▸ What is expected: Repeat the material in full. Keep every line exactly as it is.
::::
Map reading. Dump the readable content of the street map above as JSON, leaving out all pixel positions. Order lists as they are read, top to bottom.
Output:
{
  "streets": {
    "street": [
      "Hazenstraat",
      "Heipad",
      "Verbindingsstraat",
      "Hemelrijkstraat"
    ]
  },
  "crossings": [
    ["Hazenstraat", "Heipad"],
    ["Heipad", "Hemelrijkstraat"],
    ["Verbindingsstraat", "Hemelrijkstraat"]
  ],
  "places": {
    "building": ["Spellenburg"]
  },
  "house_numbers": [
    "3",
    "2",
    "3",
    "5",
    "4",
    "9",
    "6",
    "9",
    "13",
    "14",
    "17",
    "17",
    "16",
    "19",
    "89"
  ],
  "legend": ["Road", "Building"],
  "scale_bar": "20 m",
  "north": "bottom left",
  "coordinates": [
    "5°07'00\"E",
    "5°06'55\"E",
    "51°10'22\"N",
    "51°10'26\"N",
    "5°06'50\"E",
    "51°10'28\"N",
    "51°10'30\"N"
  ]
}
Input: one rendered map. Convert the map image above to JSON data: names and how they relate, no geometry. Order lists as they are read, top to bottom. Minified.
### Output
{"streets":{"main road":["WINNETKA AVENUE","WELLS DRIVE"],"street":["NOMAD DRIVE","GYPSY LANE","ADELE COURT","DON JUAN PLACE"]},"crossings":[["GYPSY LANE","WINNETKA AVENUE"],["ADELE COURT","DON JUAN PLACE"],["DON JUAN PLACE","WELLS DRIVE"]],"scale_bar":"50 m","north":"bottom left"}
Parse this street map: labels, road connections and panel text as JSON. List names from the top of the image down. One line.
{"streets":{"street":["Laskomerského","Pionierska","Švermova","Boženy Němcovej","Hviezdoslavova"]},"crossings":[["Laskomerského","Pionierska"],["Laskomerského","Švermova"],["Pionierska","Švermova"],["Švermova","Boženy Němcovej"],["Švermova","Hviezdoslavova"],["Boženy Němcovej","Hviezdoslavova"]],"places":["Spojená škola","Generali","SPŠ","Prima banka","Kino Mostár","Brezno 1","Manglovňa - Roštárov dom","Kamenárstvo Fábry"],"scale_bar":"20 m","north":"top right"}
::::
▸ Answer area:
Map reading. Dump the readable content of the street map above as JSON, leaving out all pixel positions. Order lists as they are read, top to bottom.
Output:
{
  "streets": {
    "street": [
      "Hazenstraat",
      "Heipad",
      "Verbindingsstraat",
      "Hemelrijkstraat"
    ]
  },
  "crossings": [
    ["Hazenstraat", "Heipad"],
    ["Heipad", "Hemelrijkstraat"],
    ["Verbindingsstraat", "Hemelrijkstraat"]
  ],
  "places": {
    "building": ["Spellenburg"]
  },
  "house_numbers": [
    "3",
    "2",
    "3",
    "5",
    "4",
    "9",
    "6",
    "9",
    "13",
    "14",
    "17",
    "17",
    "16",
    "19",
    "89"
  ],
  "legend": ["Road", "Building"],
  "scale_bar": "20 m",
  "north": "bottom left",
  "coordinates": [
    "5°07'00\"E",
    "5°06'55\"E",
    "51°10'22\"N",
    "51°10'26\"N",
    "5°06'50\"E",
    "51°10'28\"N",
    "51°10'30\"N"
  ]
}
Input: one rendered map. Convert the map image above to JSON data: names and how they relate, no geometry. Order lists as they are read, top to bottom. Minified.
### Output
{"streets":{"main road":["WINNETKA AVENUE","WELLS DRIVE"],"street":["NOMAD DRIVE","GYPSY LANE","ADELE COURT","DON JUAN PLACE"]},"crossings":[["GYPSY LANE","WINNETKA AVENUE"],["ADELE COURT","DON JUAN PLACE"],["DON JUAN PLACE","WELLS DRIVE"]],"scale_bar":"50 m","north":"bottom left"}
Parse this street map: labels, road connections and panel text as JSON. List names from the top of the image down. One line.
{"streets":{"street":["Laskomerského","Pionierska","Švermova","Boženy Němcovej","Hviezdoslavova"]},"crossings":[["Laskomerského","Pionierska"],["Laskomerského","Švermova"],["Pionierska","Švermova"],["Švermova","Boženy Němcovej"],["Švermova","Hviezdoslavova"],["Boženy Němcovej","Hviezdoslavova"]],"places":["Spojená škola","Generali","SPŠ","Prima banka","Kino Mostár","Brezno 1","Manglovňa - Roštárov dom","Kamenárstvo Fábry"],"scale_bar":"20 m","north":"top right"}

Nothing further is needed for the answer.